= Beginning of Section =

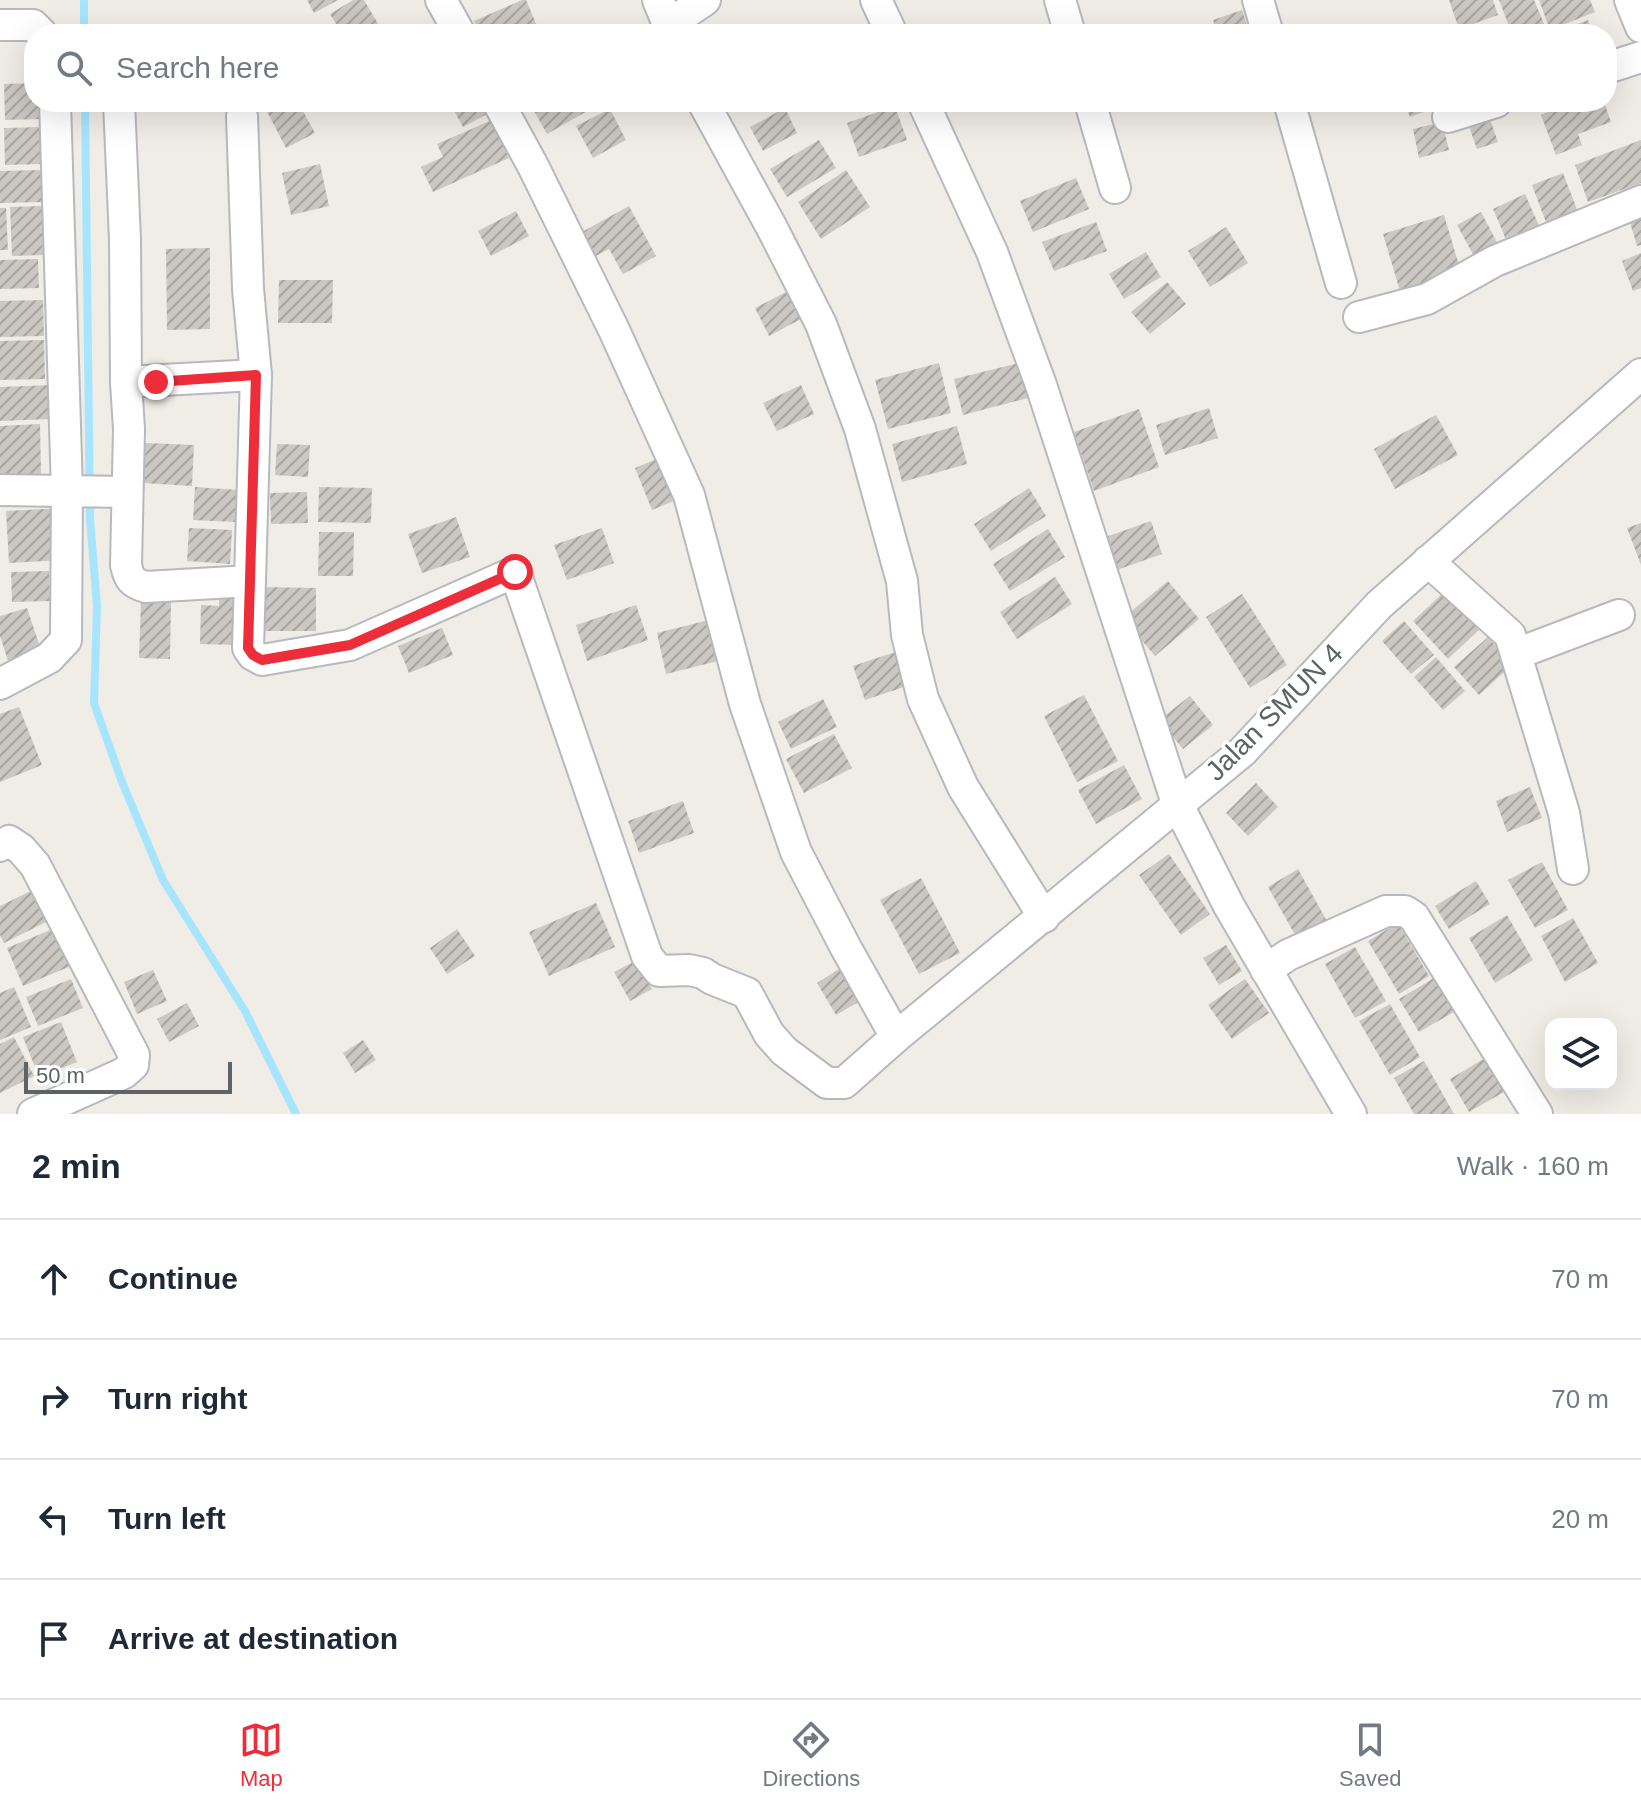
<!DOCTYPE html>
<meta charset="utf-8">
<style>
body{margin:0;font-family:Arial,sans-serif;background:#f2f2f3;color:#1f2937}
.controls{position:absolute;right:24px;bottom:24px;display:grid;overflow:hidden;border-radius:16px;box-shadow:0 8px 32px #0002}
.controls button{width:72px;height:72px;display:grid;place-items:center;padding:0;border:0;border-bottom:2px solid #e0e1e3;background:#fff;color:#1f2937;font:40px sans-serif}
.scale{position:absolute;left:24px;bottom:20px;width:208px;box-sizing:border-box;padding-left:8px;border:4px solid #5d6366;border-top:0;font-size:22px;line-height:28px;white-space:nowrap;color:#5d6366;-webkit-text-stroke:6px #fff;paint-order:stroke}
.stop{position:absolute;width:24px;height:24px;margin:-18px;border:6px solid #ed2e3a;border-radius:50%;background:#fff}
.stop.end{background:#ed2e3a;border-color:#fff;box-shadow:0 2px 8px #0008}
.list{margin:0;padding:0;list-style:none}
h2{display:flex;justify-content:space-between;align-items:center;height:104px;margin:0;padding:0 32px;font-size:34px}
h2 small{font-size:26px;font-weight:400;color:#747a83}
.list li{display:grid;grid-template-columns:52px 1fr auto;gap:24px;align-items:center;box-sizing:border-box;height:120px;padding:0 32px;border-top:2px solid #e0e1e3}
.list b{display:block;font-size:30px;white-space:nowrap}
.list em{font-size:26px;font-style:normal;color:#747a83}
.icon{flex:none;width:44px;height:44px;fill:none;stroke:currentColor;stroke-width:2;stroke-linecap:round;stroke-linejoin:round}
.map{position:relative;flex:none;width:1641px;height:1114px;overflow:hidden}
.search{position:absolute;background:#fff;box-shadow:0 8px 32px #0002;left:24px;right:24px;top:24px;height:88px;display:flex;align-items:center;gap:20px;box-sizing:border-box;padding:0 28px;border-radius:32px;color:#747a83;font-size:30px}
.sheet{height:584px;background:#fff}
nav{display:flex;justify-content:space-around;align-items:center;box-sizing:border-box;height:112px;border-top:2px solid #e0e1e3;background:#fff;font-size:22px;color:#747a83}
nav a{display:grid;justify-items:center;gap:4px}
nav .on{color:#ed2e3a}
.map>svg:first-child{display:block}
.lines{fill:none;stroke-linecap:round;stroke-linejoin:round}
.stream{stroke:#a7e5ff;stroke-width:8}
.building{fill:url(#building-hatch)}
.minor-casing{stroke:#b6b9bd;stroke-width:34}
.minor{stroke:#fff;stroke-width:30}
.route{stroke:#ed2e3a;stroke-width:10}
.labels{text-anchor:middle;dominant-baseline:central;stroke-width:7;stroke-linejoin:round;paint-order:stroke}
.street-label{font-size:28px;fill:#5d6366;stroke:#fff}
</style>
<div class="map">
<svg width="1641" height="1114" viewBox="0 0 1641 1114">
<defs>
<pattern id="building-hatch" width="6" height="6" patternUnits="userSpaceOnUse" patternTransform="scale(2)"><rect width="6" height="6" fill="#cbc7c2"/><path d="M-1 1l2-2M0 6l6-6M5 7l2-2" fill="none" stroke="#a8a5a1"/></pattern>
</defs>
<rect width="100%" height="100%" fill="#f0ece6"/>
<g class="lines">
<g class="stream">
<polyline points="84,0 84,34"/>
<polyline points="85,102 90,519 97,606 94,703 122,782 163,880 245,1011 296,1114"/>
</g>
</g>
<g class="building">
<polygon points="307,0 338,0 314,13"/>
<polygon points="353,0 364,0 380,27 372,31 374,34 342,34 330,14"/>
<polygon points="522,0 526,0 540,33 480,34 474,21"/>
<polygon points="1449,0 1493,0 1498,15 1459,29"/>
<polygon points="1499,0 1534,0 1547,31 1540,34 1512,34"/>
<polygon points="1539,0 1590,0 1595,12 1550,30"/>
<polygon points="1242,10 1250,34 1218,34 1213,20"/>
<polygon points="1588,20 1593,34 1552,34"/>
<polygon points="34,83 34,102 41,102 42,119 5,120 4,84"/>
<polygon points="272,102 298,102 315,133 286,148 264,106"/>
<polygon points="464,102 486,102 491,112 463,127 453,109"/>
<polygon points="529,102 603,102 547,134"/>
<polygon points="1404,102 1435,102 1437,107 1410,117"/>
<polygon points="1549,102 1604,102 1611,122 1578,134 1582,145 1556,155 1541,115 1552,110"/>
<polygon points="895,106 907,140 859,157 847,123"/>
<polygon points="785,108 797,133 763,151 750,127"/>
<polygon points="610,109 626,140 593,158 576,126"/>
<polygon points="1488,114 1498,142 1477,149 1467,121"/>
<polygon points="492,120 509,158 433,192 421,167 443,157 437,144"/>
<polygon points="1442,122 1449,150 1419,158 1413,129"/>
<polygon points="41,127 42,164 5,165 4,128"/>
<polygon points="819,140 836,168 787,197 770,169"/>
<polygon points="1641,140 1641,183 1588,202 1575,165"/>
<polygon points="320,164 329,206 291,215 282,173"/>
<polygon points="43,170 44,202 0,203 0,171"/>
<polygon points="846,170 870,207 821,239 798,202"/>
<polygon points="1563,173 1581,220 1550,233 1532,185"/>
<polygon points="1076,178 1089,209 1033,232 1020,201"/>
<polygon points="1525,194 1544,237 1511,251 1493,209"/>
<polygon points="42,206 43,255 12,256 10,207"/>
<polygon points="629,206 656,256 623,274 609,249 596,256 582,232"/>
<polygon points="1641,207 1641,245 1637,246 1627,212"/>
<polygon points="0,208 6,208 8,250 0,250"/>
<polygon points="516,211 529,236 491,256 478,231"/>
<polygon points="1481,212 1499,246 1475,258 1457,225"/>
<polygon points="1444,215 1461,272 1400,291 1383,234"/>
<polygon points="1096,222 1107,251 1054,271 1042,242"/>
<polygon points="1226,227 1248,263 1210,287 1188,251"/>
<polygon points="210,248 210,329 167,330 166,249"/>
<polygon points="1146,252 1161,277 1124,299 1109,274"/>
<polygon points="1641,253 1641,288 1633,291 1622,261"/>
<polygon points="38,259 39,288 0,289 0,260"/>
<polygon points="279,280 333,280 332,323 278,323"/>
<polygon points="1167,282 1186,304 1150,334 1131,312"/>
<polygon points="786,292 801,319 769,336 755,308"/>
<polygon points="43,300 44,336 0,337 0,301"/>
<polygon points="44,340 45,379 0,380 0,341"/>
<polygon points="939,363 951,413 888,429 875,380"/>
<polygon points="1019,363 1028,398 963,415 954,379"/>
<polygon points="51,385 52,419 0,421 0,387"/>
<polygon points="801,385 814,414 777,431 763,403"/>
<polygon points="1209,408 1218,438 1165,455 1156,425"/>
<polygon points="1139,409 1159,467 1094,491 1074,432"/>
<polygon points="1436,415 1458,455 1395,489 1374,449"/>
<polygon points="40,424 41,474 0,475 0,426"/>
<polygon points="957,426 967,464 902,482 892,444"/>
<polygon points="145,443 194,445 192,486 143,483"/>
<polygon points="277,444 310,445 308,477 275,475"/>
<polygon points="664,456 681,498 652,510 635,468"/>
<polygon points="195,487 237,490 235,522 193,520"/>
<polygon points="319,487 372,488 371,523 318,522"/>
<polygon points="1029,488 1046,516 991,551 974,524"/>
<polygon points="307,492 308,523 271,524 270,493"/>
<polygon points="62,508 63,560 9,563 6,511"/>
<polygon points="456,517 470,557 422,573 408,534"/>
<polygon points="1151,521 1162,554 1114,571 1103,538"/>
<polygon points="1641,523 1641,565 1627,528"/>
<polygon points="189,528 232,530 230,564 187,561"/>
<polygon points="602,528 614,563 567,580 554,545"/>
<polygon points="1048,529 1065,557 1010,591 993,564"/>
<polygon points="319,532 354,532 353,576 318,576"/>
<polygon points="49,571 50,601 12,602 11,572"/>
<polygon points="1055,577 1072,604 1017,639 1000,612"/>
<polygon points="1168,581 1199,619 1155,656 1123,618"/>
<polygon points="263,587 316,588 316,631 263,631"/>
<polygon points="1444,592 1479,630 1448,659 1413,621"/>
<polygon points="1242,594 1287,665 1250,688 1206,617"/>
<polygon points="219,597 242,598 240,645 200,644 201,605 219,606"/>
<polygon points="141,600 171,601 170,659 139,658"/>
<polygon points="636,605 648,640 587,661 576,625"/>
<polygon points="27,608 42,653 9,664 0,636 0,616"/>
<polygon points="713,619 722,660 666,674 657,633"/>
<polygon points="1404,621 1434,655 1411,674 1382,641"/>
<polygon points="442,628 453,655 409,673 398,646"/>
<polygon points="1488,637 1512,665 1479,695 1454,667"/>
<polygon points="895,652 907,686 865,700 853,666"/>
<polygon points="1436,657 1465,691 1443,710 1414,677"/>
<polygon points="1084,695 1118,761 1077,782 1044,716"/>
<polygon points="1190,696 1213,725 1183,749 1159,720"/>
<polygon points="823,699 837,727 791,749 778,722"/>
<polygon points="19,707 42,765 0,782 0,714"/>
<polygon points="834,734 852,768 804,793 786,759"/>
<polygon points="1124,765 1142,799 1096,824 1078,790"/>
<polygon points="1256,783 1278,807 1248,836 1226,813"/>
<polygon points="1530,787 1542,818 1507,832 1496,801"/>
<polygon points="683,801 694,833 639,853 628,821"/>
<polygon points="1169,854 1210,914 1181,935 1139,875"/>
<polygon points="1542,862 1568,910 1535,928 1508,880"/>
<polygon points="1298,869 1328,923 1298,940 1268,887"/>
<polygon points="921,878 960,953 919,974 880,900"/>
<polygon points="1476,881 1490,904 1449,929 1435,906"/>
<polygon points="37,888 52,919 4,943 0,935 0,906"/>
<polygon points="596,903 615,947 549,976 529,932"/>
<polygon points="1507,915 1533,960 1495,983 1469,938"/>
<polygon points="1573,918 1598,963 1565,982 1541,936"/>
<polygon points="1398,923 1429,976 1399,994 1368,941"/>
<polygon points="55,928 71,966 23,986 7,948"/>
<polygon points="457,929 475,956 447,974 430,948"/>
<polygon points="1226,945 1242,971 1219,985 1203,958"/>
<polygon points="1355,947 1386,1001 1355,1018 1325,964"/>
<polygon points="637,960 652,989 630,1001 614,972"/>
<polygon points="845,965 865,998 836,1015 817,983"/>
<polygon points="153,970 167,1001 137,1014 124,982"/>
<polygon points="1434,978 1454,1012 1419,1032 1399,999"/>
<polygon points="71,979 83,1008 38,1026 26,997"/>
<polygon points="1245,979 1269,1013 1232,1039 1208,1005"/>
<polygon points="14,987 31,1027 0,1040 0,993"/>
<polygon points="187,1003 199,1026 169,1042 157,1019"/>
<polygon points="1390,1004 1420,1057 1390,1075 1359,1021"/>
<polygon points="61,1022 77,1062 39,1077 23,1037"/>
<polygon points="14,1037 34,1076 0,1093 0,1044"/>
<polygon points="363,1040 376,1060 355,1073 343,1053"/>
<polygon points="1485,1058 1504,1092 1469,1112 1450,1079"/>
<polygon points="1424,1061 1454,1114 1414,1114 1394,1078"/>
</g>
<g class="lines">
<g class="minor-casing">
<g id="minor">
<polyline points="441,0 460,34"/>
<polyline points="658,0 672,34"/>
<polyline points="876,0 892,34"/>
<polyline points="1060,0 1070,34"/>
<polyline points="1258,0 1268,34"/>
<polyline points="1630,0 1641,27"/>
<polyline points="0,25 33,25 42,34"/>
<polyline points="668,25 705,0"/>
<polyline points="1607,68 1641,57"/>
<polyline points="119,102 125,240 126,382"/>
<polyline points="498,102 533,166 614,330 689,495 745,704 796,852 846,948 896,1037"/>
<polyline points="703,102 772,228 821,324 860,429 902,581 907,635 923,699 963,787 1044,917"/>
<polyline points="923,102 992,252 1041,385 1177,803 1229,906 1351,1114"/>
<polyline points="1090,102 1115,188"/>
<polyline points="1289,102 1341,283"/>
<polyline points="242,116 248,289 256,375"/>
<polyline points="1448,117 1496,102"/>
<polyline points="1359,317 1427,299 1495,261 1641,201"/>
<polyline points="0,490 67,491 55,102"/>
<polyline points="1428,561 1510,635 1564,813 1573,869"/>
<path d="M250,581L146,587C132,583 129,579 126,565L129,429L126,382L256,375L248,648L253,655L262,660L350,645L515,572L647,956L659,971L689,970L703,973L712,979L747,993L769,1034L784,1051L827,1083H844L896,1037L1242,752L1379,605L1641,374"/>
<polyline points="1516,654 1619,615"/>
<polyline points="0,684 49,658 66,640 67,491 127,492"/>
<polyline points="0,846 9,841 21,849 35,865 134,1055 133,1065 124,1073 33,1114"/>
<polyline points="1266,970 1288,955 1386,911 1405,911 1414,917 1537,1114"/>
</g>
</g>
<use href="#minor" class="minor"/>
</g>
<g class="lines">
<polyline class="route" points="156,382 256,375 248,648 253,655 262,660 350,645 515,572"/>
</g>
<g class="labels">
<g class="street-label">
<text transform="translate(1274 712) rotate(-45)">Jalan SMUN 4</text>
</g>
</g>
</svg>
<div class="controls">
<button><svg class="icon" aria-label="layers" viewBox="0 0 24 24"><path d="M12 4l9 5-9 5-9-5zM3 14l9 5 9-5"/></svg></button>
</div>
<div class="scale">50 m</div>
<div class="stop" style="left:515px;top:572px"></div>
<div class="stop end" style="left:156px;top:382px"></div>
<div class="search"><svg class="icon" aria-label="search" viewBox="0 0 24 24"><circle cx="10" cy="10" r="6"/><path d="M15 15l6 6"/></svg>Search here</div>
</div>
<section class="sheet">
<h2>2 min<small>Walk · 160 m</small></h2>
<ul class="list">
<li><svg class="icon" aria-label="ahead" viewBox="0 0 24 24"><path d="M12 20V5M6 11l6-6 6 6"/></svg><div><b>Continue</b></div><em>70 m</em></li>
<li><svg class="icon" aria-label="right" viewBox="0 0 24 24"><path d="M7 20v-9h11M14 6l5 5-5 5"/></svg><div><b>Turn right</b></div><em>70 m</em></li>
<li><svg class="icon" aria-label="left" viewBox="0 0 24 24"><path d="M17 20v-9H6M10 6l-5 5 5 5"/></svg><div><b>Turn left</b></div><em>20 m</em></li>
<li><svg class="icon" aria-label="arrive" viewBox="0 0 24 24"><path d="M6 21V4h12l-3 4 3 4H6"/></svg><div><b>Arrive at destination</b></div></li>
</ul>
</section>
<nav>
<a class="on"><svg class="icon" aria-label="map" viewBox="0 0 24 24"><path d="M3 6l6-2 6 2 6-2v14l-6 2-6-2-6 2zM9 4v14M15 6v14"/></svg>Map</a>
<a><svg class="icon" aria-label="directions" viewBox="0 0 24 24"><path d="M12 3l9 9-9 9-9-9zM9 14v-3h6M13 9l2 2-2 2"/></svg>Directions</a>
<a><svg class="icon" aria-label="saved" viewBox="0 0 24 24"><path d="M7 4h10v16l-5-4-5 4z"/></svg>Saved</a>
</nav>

= End of Section =

• [What you have to do]:
For each line in the material above that holds the word "block", add one to a count; state only the final number.

• [Result of this exercise]:
2